The exhibition at the Fondation de l’Hermitage will feature over 60 of the most remarkable works from the Langmatt collection. The exhibition will then travel to the Wallraf-Richartz-Museum & Fondation Corboud, Cologne, followed by the Österreichische Galerie Belvedere, Vienna.

Johann Melchior Wyrsch and his Portraits of Women


Johann Melchior Wyrsch, portrait of Maria Barbara Wyrsch-Keyser, around 1779. Photo:: Nidwalder Museum, Stans

Johann Melchior Wyrsch (1732-1798) was one of Switzerland’s most important representatives of 18th-century portrait painting. Bourgeois and aristocratic ladies and gentlemen from central Switzerland, Solothurn, Besançon and the Franche-Comté ordered portraits from him.

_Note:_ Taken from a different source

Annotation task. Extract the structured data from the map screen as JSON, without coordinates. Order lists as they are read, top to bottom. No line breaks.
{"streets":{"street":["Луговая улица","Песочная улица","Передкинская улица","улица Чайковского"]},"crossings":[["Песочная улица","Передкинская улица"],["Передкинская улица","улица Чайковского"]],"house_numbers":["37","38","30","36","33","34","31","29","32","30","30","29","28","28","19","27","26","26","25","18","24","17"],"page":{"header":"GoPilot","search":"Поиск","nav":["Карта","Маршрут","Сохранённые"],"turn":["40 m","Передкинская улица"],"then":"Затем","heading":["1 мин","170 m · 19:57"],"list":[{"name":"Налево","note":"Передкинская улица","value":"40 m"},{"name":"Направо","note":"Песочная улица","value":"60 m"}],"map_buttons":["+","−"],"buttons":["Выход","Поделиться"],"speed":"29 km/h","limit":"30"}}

Born in Buochs in 1732, he received his training in Lucerne and Einsiedeln. In 1753 and 1754, he worked in Rome and Naples. After returning to Nidwalden, he married Maria Barbara Keyser (1740-1803) in 1761.

Buochs, Johann Melchior Wyrsch 

The couple settled in Besançon in 1768, and Wyrsch founded an academy of painting and sculpture. After successful years as a portrait painter and director of the academy, he returned to Switzerland and became director of the municipal drawing school in Lucerne in 1784. In 1798, he was shot during the French invasion, although he was a mediator (or just because of that).

The exhibition ‘Johann Melchior Wyrsch. Frauenbildnisse’ (Johann Melchior Wyrsch. Portraits of women) at the Winkelriedhaus Museum in Nidwalden shows his portraits of women from the museum’s collection ann private collections.